The Hebrew that is translated as “Saul has killed his thousands; and David his tens of thousands” or similar in English is translated in Falam Chin as “Saul killed by the hundreds, David killed by the thousands.”
Stephen Hre Kio explains (in The Bible Translator 1990, p. 210ff.):
“While translating the book of 1 Samuel, we came across a number of verses (18:7; 21:11; 29:5) where people sang praises to David for his skill in killing the Philistines. The people sang: ‘Saul has slain his thousands, and David his ten thousands.’ I asked myself: Did the people of Israel actually count the bodies killed by Saul (thousands) and by David (ten thousands) at every place where battles had taken place? It was very doubtful to me that they did it.
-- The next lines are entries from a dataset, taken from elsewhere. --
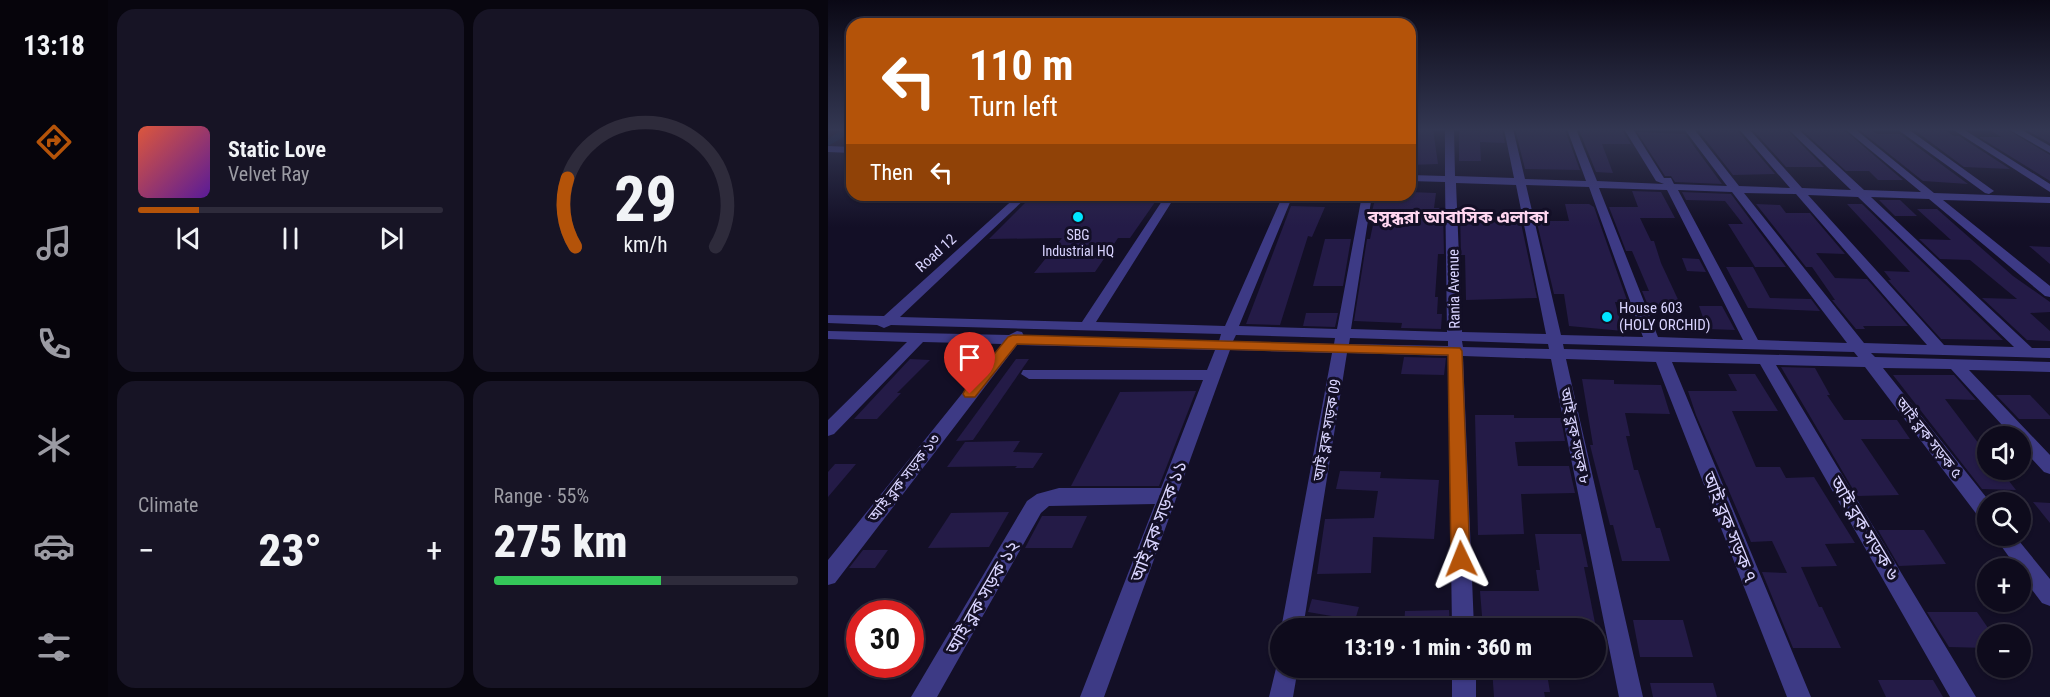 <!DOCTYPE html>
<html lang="en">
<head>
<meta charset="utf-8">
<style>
  body { margin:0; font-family:"Roboto Condensed","Noto Sans Bengali",sans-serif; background:#171425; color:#f1f3f6; height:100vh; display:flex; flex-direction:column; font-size:22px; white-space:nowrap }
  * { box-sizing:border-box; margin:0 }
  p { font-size:20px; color:#9b9ba3 }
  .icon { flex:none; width:33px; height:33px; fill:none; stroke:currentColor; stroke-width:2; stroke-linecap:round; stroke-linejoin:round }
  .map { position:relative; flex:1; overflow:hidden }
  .side { display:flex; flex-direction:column; gap:9px; padding:9px; background:#08060f; width:720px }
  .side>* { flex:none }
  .banner { position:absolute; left:18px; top:18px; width:570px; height:183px; border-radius:18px; box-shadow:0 2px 4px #0004,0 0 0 2px #2e2b3b; background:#b45309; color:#fff; overflow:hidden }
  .buttons { position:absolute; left:1149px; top:426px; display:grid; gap:12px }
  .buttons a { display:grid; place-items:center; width:54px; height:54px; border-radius:50%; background:#0e0b1c; box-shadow:0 2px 4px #0004,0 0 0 2px #2e2b3b; font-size:30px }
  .speed { position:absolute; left:18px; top:600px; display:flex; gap:12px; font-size:30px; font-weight:700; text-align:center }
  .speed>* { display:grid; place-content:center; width:78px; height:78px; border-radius:50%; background:#0e0b1c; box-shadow:0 2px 4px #0004,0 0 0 2px #2e2b3b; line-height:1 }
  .speed .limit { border:9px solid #d22; background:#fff; color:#111 }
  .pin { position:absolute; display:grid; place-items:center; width:51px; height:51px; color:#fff; margin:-62px -26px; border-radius:50% 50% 50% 0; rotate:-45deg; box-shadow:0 0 6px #0007 }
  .pin .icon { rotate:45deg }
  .me { position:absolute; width:66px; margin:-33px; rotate:358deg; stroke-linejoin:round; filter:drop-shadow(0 0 4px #0008) }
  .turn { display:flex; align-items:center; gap:21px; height:126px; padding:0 24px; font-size:27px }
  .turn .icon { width:78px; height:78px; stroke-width:2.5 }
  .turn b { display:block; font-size:42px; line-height:51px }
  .then { display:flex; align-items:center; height:57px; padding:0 24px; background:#0003; gap:12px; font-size:22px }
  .big { font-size:45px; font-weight:800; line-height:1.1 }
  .side .tile { flex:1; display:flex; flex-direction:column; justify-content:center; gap:9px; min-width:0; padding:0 21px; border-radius:18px; background:#171425 }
  .side .dial { align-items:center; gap:0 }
  .dial svg { height:156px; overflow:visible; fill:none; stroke:#2e2b3b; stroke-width:7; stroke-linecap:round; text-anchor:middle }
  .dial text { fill:#f1f3f6; stroke:none }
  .song { display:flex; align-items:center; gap:18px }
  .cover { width:72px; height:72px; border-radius:9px; background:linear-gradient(135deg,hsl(10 70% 55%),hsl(270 70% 35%)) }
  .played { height:6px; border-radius:3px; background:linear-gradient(90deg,#b45309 20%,#2e2b3b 20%) }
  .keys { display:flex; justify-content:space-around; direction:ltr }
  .heat { display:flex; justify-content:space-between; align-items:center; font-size:33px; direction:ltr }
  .charge { height:9px; border-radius:4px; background:linear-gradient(90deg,#34c759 55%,#2e2b3b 0) }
  .side .tiles { flex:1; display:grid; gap:9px; grid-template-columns:repeat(2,1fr) }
  .trip { position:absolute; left:442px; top:618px; width:336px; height:60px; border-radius:30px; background:#0e0b1c; box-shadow:0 2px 4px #0004,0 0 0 2px #2e2b3b; font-weight:800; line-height:60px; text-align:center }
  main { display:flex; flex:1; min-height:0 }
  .tabs { display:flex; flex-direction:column; width:108px; justify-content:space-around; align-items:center; background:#06040b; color:#9b9ba3 }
  .tabs .icon { width:42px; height:42px }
  .tabs .on { color:#b45309 }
  .tabs b { font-size:27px; color:#f1f3f6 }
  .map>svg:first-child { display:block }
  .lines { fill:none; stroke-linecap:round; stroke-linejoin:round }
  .canal { fill:#0a1f44; fill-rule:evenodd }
  .building { fill:#241b47 }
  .minor { fill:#3d3a85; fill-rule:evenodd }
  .route { fill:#b45309; stroke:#753606; stroke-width:1.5 }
  .poi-dot { fill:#00e5ff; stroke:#130f26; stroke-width:2 }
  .labels { text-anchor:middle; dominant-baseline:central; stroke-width:6; stroke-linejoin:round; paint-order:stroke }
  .far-poi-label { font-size:14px; fill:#d9d4ff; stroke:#130f26 }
  .street-label { font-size:15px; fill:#d9d4ff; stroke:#130f26 }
  .poi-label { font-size:15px; fill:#d9d4ff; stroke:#130f26; text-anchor:start }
  .far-district-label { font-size:18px; font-weight:bold; fill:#ffd6f0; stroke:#130f26 }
  .near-street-label { font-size:18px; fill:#d9d4ff; stroke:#130f26 }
</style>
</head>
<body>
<main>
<nav class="tabs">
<b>13:18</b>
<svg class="icon on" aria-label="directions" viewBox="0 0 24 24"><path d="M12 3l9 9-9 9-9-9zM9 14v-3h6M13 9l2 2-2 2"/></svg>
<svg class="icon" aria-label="music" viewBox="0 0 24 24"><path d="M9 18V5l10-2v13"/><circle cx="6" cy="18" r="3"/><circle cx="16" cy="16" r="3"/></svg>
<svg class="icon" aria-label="phone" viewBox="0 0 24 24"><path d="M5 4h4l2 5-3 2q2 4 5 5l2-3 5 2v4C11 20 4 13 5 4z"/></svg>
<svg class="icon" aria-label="climate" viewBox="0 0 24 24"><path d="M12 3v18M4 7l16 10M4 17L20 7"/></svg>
<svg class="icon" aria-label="car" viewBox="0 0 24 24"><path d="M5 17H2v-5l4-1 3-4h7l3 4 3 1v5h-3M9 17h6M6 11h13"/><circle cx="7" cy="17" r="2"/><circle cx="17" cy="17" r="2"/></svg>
<svg class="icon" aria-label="filters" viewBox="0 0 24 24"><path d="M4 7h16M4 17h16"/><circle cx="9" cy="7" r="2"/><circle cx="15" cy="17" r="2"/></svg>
</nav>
<section class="side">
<div class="tiles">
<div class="tile">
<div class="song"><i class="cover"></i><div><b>Static Love</b><p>Velvet Ray</p></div></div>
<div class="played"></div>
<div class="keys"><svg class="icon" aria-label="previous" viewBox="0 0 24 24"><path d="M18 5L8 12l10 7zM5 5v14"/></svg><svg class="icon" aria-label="pause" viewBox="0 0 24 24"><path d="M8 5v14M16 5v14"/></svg><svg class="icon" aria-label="next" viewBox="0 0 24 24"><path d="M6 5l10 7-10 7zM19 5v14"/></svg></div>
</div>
<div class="tile dial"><svg viewBox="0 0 100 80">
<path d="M14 69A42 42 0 1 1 86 69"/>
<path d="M14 69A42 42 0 0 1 10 34" stroke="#b45309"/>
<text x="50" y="56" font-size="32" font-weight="700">29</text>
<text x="50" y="72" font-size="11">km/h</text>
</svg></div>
<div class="tile"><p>Climate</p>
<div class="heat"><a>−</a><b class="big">23°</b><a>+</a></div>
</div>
<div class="tile"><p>Range · 55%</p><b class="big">275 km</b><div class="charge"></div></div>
</div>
</section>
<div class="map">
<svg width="1222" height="697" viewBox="0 0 1222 697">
  <rect width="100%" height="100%" fill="#130f26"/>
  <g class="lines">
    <path class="canal" d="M16 129H24V132L0 146V139Z"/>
  </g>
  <g class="building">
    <path d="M584 129H605L610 164 582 165Z"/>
    <path d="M652 129H674L677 143 652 142 653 161H631V130L652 131Z"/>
    <path d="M687 129 737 130 752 170 697 169Z"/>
    <path d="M909 129V130L947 174 905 175 870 130Z"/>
    <path d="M924 129H958L996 167H958Z"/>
    <path d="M973 129H1015L1075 180H1050L1041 171H1018Z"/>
    <path d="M1030 129H1041L1049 134H1072L1140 184 1095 181Z"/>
    <path d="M1085 129H1115L1126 136H1131L1182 169 1136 167Z"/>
    <path d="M1160 129H1178L1222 155V181L1151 137H1173Z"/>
    <path d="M1196 129H1222V143Z"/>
    <path d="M751 130H794L803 144H774L785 173 768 172Z"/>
    <path d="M809 132 857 134 894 184 847 182 843 176H837Z"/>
    <path d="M804 191 833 192 847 218H812L823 241H826L833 263 854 308 822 307 819 303 814 291H821L804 251H798L781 207H810Z"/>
    <path d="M582 192 608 193 606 208H615L616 254H610L607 297H610L609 314H614L613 329 573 328 574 323 526 321 539 239H542L547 215H543L548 196 578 197 582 195Z"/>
    <path d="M854 192 903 194 958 267H927L900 224H915L897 201 858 200Z"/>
    <path d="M205 195H332L302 238H290L267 272 206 273 234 238 161 239Z"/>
    <path d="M1051 200H1072L1089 216H1067Z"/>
    <path d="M737 204H761L766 207 800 303 787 302 795 331 741 326 736 294H726L709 223H716L715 221H741Z"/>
    <path d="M928 204 952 205 958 213H982L1017 254 988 253 1007 278 1039 279 1080 326H1035L1037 329H1028L1004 300H1007L984 267H978Z"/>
    <path d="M1019 204H1034L1175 340 1113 339 1060 280H1063L1056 271 1082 272Z"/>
    <path d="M463 206 497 207 484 237 480 236 452 325 418 324Z"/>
    <path d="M1089 209H1109L1185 276 1222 302V312L1202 313 1222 331V341L1199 340 1154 298 1189 299 1142 260 1112 259 1091 239 1123 240Z"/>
    <path d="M632 212H658L659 222 693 223 709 298 638 300 637 255H633Z"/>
    <path d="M497 239H523L515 286H485Z"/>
    <path d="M1201 246 1222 247V264Z"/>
    <path d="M854 258 871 259 878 272 859 271Z"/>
    <path d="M898 267H925L942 298 983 299 992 311 920 308Z"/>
    <path d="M871 306H894L907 330 879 329Z"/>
    <path d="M478 313H510L507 327 475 326Z"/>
    <path d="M576 357 618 358 616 375 573 374Z"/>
    <path d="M82 359 102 360 69 393H73L49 419H26Z"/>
    <path d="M188 359H201L145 440 128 441Z"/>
    <path d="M953 367 987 368 1002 395H999L1016 420H1069L1082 439H1033L1071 495 1029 496Z"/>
    <path d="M900 374H927L950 411H904L928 467H952L958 478 986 477 1027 543 997 544 1009 566 973 567 991 607H994L1013 648H965L934 572 959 573 944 541 923 542 868 415 860 391H909Z"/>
    <path d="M1065 375H1126L1148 400 1117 399 1151 444H1160V471H1173L1188 490 1154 489Z"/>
    <path d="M754 379 786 380V384L833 385 842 414 797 413 802 436H798L806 470H810L828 528H832L842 561H794L785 525H782L762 445H765Z"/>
    <path d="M368 391 331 486H243L292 392Z"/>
    <path d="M1168 395H1202L1222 416V419H1191Z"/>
    <path d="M647 415H686V418H733L737 441 687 442 690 466H741L747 493 693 494 696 534 650 535Z"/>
    <path d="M192 441 185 452 215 453 205 468H187L189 466 119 467 137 442Z"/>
    <path d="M7 464H28L0 497V472Z"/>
    <path d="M512 471 553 472 552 478 611 480 606 539 545 537 543 573 489 574 497 519 546 518 550 491 508 489Z"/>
    <path d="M1205 502 1222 503V523Z"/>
    <path d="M181 512 161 547 100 548 123 513Z"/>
    <path d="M214 516H259L244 548H197Z"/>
    <path d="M1050 530H1096L1118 564 1071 566Z"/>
    <path d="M707 534H753L760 567H756L768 628H655L652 591H711L708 570H712Z"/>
    <path d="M35 550H60L47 568H21Z"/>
    <path d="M484 599 531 607 527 620 480 612Z"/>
    <path d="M621 610 622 628H576L577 611Z"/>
    <path d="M1099 612H1149L1160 628V648L1121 647Z"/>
    <path d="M805 620H855L865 657H812Z"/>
    <path d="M664 668H718L722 692H716L717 697H666Z"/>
    <path d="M1050 680H1105L1115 697H1058Z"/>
    <path d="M822 683H885L889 697H825Z"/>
  </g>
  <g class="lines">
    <g class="minor">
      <path d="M617 129H626L627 176 686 178 676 129H685L697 179 758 181 739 129H748L769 181 836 184 828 181 796 129H805L836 178H843L846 184 899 186 856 129H866L911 186 962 188 911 129H921L974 188 1023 190 960 129H970L1036 190 1093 192 1017 129H1027L1106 193 1222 197V203L1115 200 1222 286V297L1217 296 1101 199 1043 197 1204 348H1222V358L1043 353 1047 357 1222 362V372L1141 370 1222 455V474L1216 472 1192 446V436H1184L1123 369 1055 368 1162 502H1160V522L1153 520 1037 367 948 365 1148 697H1122L932 364 844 362 983 697H959L828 362 738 359 815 697H791L723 359 635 356 646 628H624L620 356 519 353 475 628 453 629 504 353 402 350 276 697H252L327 504 221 506 213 513 109 697H83L199 501 209 494 231 488H333L375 380 201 379 193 374 195 370H379L387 350 189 345 7 583 0 585V560L174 344 95 342 6 434 0 436V420L79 342 0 339V331L181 335 189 331 194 332 196 336 391 341 393 334 63 325 56 328 49 325 0 323V315L56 316 190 195H201L72 317 254 322 338 195H348L268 322 397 326 455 195H465L411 326 509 329 534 195H544L523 329 619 332 617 182 582 181V175L617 176ZM628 183 688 185 718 334 634 332ZM698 185 761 187 815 337 733 335ZM771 188 839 190 915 340 830 337ZM850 190 904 192 1019 343 930 340ZM916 193 968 194 1099 345 1036 343ZM980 195 1030 197 1186 347 1116 345ZM408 335 507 338 506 344 405 341ZM522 338 620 341V346L521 344ZM634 341 720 344 721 349 635 347ZM735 344 1026 352 1030 357 736 349Z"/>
      <path d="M1069 129H1080L1166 191 1161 194 1157 193Z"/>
      <path d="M1124 129H1135L1222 184V192Z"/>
      <path d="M1180 129H1192L1222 146V153Z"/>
      <path d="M0 146 24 147V153L0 152Z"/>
      <path d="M1166 536H1187L1222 579V606L1214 603 1192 574V568H1189Z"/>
      <path d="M453 658V668H470L465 697H441L450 660Z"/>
      <rect x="624" y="668" width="24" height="29"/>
    </g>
  </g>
  <linearGradient id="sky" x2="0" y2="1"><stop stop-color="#0a0815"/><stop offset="0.57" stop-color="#333752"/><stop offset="1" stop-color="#333752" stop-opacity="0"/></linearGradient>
  <rect width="1222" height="227" fill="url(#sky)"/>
  <path class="route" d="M185 335 632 348 634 351 642 559 639 565 633 567 626 565 623 559 620 355 189 344 147 397H137L135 394 137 390 180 337Z"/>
  <g class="poi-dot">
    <circle cx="250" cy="217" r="6"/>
    <circle cx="779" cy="317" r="6"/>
  </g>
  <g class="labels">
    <g class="far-poi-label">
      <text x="250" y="235">SBG<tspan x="250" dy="16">Industrial HQ</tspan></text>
    </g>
    <g class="street-label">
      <text transform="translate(108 253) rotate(-42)">Road 12</text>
      <text transform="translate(626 289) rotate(-91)">Rania Avenue</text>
      <text transform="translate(499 430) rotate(-80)">আই ব্লক সড়ক 09</text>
      <text transform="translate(747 436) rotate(78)">আই ব্লক সড়ক ৮</text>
      <text transform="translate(1101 438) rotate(52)">আই ব্লক সড়ক ৫</text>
      <text transform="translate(76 478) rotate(-52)">আই ব্লক সড়ক ১৩</text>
    </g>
    <g class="poi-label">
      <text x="791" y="308">House 603<tspan x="791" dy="17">(HOLY ORCHID)</tspan></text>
    </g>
    <g class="far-district-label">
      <text x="630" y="216">বসুন্ধরা আবাসিক এলাকা</text>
    </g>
    <g class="near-street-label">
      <text transform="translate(330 521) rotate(-69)">আই ব্লক সড়ক ১১</text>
      <text transform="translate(902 527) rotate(68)">আই ব্লক সড়ক ৭</text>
      <text transform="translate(1037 528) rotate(59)">আই ব্লক সড়ক ৬</text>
      <text transform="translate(154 597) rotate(-60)">আই ব্লক সড়ক ১২</text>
    </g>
  </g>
</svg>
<div class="buttons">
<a><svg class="icon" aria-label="sound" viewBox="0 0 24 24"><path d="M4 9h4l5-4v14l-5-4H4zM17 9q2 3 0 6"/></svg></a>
<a><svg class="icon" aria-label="search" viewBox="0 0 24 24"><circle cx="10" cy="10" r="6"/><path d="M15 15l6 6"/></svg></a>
<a>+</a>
<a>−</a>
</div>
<div class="speed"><div class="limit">30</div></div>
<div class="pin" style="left:142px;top:394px;background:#d93025"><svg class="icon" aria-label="arrive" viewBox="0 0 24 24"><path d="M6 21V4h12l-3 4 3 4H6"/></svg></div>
<svg class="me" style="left:633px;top:559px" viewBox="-20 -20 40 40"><path d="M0-17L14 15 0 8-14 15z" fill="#b45309" stroke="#fff" stroke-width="4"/></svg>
<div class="trip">13:19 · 1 min · 360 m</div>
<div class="banner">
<div class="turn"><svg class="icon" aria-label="left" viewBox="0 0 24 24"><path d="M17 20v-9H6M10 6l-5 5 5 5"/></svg><div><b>110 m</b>Turn left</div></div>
<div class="then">Then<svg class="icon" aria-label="left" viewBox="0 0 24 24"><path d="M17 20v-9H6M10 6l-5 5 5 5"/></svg></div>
</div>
</div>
</main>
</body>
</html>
It seemed more likely that they sang this song with a figurative meaning: that is, David had killed ten times more than Saul had, without any thought for the exact numbers. Being figurative it was not necessary that we translate the verse literally; adjustment could be made if necessary without being unfaithful to the text. Compelling us in this direction was also the fact that in the Falam language it would be unnatural to translate the above song literally. It would be funny to sing it. So we changed it to read ‘hundreds’ and ‘thousands’:
‘Saul killed by the hundreds,
David killed by the thousands.’
“Fortunately there is even an internal rhyme in this verse in Falam. And the figurative meaning of David killing ‘ten times’ more than Saul did is kept. This, in my view, is an acceptable translation in spite of the adjustment made. The principle of making an appropriate adjustment in figurative language without being unfaithful to the text seems to be true in this case also.”